Serras de Minas

Carlos Zarur . 27 de Setembro, 2006

Olho para o infinito pedregoso das serras de Minas,

onde colméias abstratas destilam mel.

Ouço o eco do movimento frenético das velhas e

sábias mãos que tecem suas trilhas estreitas.

Sinto o cheiro dos carmins que povoam as margens

dos córregos de águas frias.

Na alma das serras mineiras ainda ressoam o seco estalar

dos cascos de seus inomináveis cavalos.

Animais de ancas magras que Cecília Meireles cantou,

com pelos áridos e olhos servis.

Os caminhos sinuosos naquelas montanhas têm curvas

delicadas. São mulheres eternas e sábias.

Na beira dessas alamedas imemoriais vivem sombras carinhosas, filhas

das velhas árvores.

Meigas, acolhem os homens cansados e calorentos. Despertam

sonhos escondidos no fundo dos corpos magros.


Ah! As pedregosas e infinitas serras de Minas, onde

teias translúcidas abrigam aranhas contemplativas.

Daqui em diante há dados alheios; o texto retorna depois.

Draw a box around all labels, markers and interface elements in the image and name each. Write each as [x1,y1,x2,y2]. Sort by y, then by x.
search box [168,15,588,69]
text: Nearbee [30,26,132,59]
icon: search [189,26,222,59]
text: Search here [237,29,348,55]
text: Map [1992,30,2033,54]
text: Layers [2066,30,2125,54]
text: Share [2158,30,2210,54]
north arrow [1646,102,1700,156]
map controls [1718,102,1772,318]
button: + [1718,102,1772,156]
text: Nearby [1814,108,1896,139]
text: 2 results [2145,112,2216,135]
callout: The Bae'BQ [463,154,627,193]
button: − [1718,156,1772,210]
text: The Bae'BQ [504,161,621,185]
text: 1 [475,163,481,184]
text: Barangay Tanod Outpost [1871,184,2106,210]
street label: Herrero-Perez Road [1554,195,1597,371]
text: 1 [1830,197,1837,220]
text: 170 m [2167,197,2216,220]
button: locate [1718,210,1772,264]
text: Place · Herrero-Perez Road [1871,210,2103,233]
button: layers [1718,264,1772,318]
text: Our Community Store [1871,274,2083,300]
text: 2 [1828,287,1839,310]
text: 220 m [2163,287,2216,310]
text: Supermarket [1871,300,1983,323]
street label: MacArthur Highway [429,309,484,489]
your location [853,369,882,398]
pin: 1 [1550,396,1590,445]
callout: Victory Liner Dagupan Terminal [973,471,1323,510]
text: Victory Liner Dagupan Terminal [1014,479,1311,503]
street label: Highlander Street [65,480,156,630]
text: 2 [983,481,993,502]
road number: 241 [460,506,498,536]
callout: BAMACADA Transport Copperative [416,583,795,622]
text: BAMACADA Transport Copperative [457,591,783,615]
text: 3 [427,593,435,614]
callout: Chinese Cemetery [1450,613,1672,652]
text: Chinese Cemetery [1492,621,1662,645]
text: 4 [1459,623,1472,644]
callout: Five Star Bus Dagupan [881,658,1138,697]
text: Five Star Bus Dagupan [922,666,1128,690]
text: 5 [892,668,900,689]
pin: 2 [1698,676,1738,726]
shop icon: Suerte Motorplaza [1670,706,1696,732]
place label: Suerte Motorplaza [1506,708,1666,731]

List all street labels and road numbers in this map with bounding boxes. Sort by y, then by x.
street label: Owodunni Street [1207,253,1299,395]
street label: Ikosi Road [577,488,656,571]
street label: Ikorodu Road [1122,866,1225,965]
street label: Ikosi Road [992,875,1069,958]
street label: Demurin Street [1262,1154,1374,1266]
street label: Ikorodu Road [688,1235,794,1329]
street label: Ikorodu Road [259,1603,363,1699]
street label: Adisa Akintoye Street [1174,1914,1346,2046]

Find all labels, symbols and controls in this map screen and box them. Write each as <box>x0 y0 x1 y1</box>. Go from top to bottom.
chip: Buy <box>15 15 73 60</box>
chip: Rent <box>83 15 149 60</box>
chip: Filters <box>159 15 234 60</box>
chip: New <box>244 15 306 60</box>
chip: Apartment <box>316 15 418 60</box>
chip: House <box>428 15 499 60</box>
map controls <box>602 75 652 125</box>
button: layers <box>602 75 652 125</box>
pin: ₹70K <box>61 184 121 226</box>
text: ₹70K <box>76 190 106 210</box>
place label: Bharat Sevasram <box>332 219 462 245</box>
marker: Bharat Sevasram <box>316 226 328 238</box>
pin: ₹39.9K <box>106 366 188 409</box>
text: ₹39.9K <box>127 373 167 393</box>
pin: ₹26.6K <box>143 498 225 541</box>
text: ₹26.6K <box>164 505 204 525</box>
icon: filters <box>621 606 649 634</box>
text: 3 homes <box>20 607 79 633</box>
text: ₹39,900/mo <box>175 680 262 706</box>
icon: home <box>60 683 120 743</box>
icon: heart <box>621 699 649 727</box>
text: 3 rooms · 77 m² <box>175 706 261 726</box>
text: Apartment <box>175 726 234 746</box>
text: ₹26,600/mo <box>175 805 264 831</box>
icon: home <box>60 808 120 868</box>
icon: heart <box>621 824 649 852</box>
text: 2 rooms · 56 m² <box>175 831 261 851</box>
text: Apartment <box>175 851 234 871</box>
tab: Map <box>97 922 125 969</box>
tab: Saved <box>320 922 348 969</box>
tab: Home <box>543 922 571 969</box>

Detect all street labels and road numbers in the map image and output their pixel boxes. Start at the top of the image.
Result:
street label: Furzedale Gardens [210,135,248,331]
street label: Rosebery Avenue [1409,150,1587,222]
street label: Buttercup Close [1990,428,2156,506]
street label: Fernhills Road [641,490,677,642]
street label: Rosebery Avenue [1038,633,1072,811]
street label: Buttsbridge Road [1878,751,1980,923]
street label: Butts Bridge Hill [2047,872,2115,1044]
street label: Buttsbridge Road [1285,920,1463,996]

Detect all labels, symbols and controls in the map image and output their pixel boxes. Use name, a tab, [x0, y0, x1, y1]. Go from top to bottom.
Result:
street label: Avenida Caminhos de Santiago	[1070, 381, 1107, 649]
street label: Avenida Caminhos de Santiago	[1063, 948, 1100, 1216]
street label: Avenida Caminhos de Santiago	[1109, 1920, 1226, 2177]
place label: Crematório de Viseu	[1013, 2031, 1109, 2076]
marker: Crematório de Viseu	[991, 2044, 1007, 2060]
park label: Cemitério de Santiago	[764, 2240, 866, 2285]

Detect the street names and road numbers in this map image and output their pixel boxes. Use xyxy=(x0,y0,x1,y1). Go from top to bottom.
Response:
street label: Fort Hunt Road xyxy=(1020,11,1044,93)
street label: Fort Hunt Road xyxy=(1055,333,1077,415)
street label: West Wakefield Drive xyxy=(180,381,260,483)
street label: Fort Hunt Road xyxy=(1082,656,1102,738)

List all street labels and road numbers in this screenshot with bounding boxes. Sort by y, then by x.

Acordam com o canto longínquo de seus pássaros e a luz

que vem do céu absolutamente azul.

Suas chuvas são feitas de água divina, benta nas

igrejas com torres altas povoadas de fantasmas.

O povo dessas montanhas é desconfiado como seus bichos e

possui o raro dom da eternidade.

Cheira ao perfume da terra, numa mistura ideal com a fumaça dos

fogões que consomem a lenha santa das florestas.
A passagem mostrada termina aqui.